Class SetExpression

java.lang.Object
dev.yasint.regexsynth.synthesis.SetExpression
All Implemented Interfaces:
Expression

public class SetExpression
extends java.lang.Object
implements Expression
Synthesis :: Mutable Regular Expression Set

This generates a regular expression set when given a range or chars. This class handles the simple character class and ranged character classes expressions along with set negation.

  • Constructor Summary

    Constructors 
    Constructor Description
    SetExpression​(boolean negated)  
  • Method Summary

    Modifier and Type Method Description
    void addChar​(int codepoint)
    Add a single hexadecimal/integer codepoint to this set.
    void addRange​(int codepointA, int codepointB)
    Add a range of codepoints to this set.
    SetExpression difference​(SetExpression b)
    Performs a subtraction of two regular expressions set.
    SetExpression intersection​(SetExpression b)
    Performs a intersection of two regular expressions set.
    void negate()
    Negates this set expression
    java.lang.StringBuilder toRegex()
    Creates a character class expression.
    SetExpression union​(SetExpression b)
    Performs a union of two regular expressions set.
    SetExpression withUnicodeClass​(UnicodeScript block, boolean negated)
    This allows you to include unicode blocks to a set expression.

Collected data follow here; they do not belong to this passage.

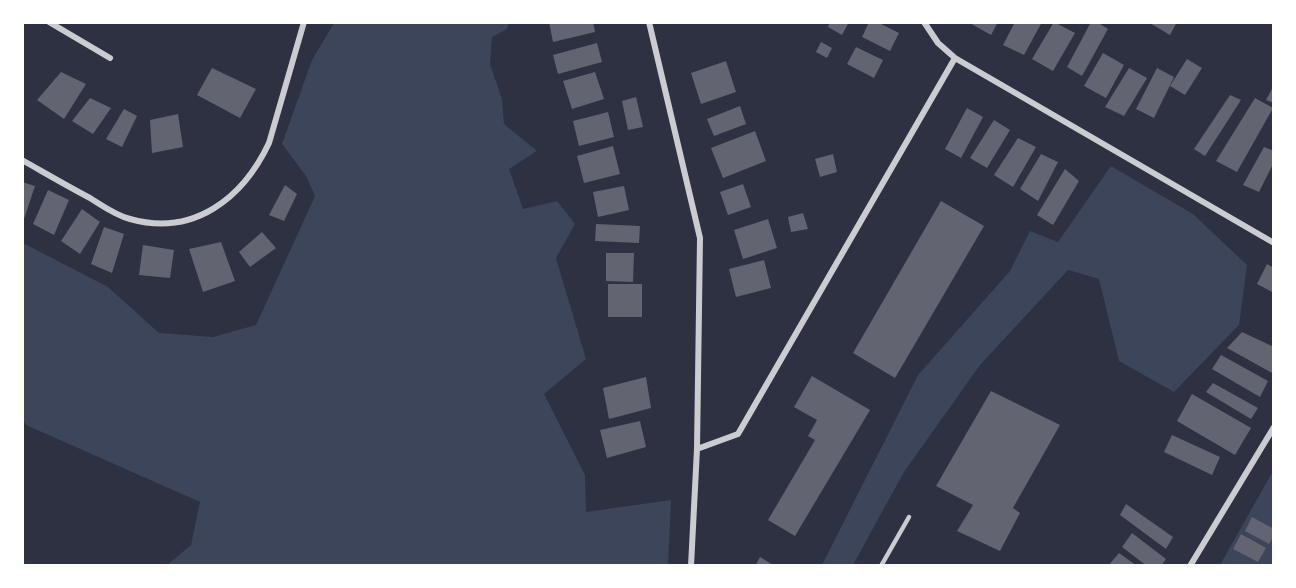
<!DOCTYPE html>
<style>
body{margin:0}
#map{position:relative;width:1296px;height:588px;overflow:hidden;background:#2d3142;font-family:Overpass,sans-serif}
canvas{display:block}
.frame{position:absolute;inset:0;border:24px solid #fff;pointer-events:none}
</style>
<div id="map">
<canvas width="1296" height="588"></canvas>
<div class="frame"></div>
</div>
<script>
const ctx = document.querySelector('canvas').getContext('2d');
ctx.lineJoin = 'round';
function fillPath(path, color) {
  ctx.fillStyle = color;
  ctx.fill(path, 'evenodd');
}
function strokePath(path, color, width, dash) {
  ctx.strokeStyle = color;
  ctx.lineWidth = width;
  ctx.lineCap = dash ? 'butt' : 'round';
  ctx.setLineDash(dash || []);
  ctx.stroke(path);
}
fillPath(new Path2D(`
 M 334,23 L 509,23 L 507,29 L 492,37 L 490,64 L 502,99 L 504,124 L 537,151 L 509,169 L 523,209 L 557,201 L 575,224 L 556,258 L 586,359 L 544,394 L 585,475 L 586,512 L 671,500 L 668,565 L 167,565 L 191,545 L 200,502 L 26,425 L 23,420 L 23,243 L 108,287 L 159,333 L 213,337 L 256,325 L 315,196 L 306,176 L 282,144 L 312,60 Z
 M 1111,166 L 1193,214 L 1247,265 L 1239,325 L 1174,392 L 1119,361 L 1099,279 L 1068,270 L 980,365 L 904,472 L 853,565 L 822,565 L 918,375 L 1010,271 L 1030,231 L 1058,242 Z
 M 1273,471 L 1273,565 L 1220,565 Z`), '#3c4559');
fillPath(new Path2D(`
 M 549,22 L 593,22 L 595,32 L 553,42 Z
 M 830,22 L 849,22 L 842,35 L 828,27 Z
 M 869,22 L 877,22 L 899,33 L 890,51 L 862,37 Z
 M 968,22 L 998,22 L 991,35 Z
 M 1015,22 L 1042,22 L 1024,55 L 1003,45 Z
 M 1054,22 L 1075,33 L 1053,71 L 1032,59 Z
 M 1091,22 L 1097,22 L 1108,29 L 1082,76 L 1067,67 Z
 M 1148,22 L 1177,22 L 1170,35 Z
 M 821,42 L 832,48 L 827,58 L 816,52 Z
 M 597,43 L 602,62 L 558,74 L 553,55 Z
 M 856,47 L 883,60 L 874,78 L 847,64 Z
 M 1103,53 L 1124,65 L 1106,98 L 1084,86 Z
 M 1187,59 L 1202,68 L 1185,95 L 1170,86 Z
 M 726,61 L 736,92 L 701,104 L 691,73 Z
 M 212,68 L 256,89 L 240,118 L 197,95 Z
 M 1129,68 L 1147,78 L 1124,116 L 1105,107 Z
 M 1157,68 L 1174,77 L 1154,118 L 1136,109 Z
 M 61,72 L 86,84 L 64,119 L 37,100 Z
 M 595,72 L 604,99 L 572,109 L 563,81 Z
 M 1274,85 L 1274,103 L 1266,100 Z
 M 1230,95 L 1241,100 L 1205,156 L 1194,149 Z
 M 636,97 L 643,127 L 628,130 L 622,101 Z
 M 90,98 L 111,108 L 93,134 L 72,121 Z
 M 1255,98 L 1273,108 L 1237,172 L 1216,161 Z
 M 740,106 L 746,124 L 714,136 L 707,119 Z
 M 967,108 L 983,117 L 961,158 L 945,149 Z
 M 124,109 L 137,116 L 122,147 L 106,139 Z
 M 608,112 L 614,137 L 579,146 L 573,121 Z
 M 178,114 L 183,147 L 152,153 L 150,120 Z
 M 994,120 L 1010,130 L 987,168 L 970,158 Z
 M 755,131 L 766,161 L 723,178 L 711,148 Z
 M 1018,138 L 1036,147 L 1013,187 L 994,175 Z
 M 613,146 L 620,174 L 584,183 L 577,156 Z
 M 1264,147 L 1274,151 L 1274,162 L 1259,192 L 1243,185 Z
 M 833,154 L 837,172 L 820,177 L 815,159 Z
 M 1041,154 L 1058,162 L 1038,201 L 1020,189 Z
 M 1065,169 L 1079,181 L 1053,225 L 1037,215 Z
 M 22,182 L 35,186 L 23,222 L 22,222 Z
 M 743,184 L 751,207 L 728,215 L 720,192 Z
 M 285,185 L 297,194 L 284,221 L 269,215 Z
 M 624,186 L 629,210 L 598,217 L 593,192 Z
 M 48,190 L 69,200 L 54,235 L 33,224 Z
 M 941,201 L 984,226 L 895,378 L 853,353 Z
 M 82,209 L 100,222 L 80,254 L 61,241 Z
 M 803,213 L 808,229 L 791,232 L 788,217 Z
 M 768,219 L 777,248 L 743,259 L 734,230 Z
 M 596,224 L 640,226 L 639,243 L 595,241 Z
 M 104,227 L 124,234 L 112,273 L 91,264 Z
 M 262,232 L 276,248 L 250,267 L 239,252 Z
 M 221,242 L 235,281 L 203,292 L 189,249 Z
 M 143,245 L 174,250 L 170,278 L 139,275 Z
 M 606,253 L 634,253 L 633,282 L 606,281 Z
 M 764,260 L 771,288 L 736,297 L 729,269 Z
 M 1267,264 L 1274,268 L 1274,293 L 1257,284 Z
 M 608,284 L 642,284 L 642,317 L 608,317 Z
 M 1242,332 L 1274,347 L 1274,374 L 1227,348 Z
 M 1221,355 L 1268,381 L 1260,397 L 1212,369 Z
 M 812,376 L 870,410 L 795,536 L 768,520 L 815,440 L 808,436 L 817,420 L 794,407 Z
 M 646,377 L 651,408 L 609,419 L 603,388 Z
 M 1213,383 L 1258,408 L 1251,419 L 1206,392 Z
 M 991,391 L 1060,425 L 1013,508 L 1020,513 L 1000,551 L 957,531 L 973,505 L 936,486 Z
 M 1192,394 L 1251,428 L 1235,455 L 1177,421 Z
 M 640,421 L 646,447 L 607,458 L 600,430 Z
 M 1172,435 L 1220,457 L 1212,475 L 1164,452 Z
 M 1126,504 L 1173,537 L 1166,549 L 1120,515 Z
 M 1252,517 L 1274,529 L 1274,535 L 1269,544 L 1245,531 Z
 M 1132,533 L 1166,559 L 1161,566 L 1147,566 L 1122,547 Z
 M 1241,534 L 1266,548 L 1258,562 L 1233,549 Z
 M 1119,553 L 1137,566 L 1108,566 Z
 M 760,557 L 775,566 L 755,566 Z`), '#626471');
strokePath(new Path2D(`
 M 881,566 L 909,517`), '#caccd0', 4.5);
strokePath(new Path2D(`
 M 49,22 L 110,58
 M 649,22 L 700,238 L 697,449 L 691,566
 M 924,22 L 938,43 L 955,58 L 1274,243
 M 22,160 C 45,173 67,186 90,198 C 103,206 115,215 130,219 C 194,237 243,198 269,143 L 304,22
 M 697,449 L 738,434 L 955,58
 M 1190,566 L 1274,427`), '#caccd0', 6);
</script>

    Methods inherited from class java.lang.Object

    clone, equals, finalize, getClass, hashCode, notify, notifyAll, toString, wait, wait, wait

    Methods inherited from interface dev.yasint.regexsynth.api.Expression

    debug
  • Constructor Details

  • Method Details

    • negate

      public void negate()
      Negates this set expression
    • addRange

      public void addRange​(int codepointA, int codepointB)
      Add a range of codepoints to this set. This operation will iterate over the given range inclusively. And store them in the codepoints sorted set.
      Parameters:
      codepointA - unicode codepoint from 0x000000
      codepointB - unicode codepoint upto 0x10FFFF
    • addChar

      public void addChar​(int codepoint)
      Add a single hexadecimal/integer codepoint to this set. Caller may invoke this function multiple times to add all the values to the set.
      Parameters:
      codepoint - 0x000000 - 0x10FFFF
    • union

      public SetExpression union​(SetExpression b)
      Performs a union of two regular expressions set. It will modify the source set @code{this} while operating.
      Parameters:
      b - set expression b
      Returns:
      elements that belongs to this or b
    • intersection

      public SetExpression intersection​(SetExpression b)
      Performs a intersection of two regular expressions set. It will modify the source set @code{this} while operating.
      Parameters:
      b - set expression b
      Returns:
      elements that belongs to this and b
    • difference

      public SetExpression difference​(SetExpression b)
      Performs a subtraction of two regular expressions set. It will modify the source set @code{this} while operating.
      Parameters:
      b - set expression b
      Returns:
      elements that belongs to this and not to b
    • withUnicodeClass

      public SetExpression withUnicodeClass​(UnicodeScript block, boolean negated)
      This allows you to include unicode blocks to a set expression. Note that when a block is included to a set. It does not check for ranges, it simply append the correct syntax to the set expression. i.e. [0-9A-Z\p{Arabic}]
      Parameters:
      negated - whether this unicode block is negated or not
      block - valid unicode general category / script block
      Returns:
      this
    • toRegex

      public java.lang.StringBuilder toRegex()
      Creates a character class expression. This algorithm uses unicode codepoints to create character class ranges.
      Specified by:
      toRegex in interface Expression
      Returns:
      set expression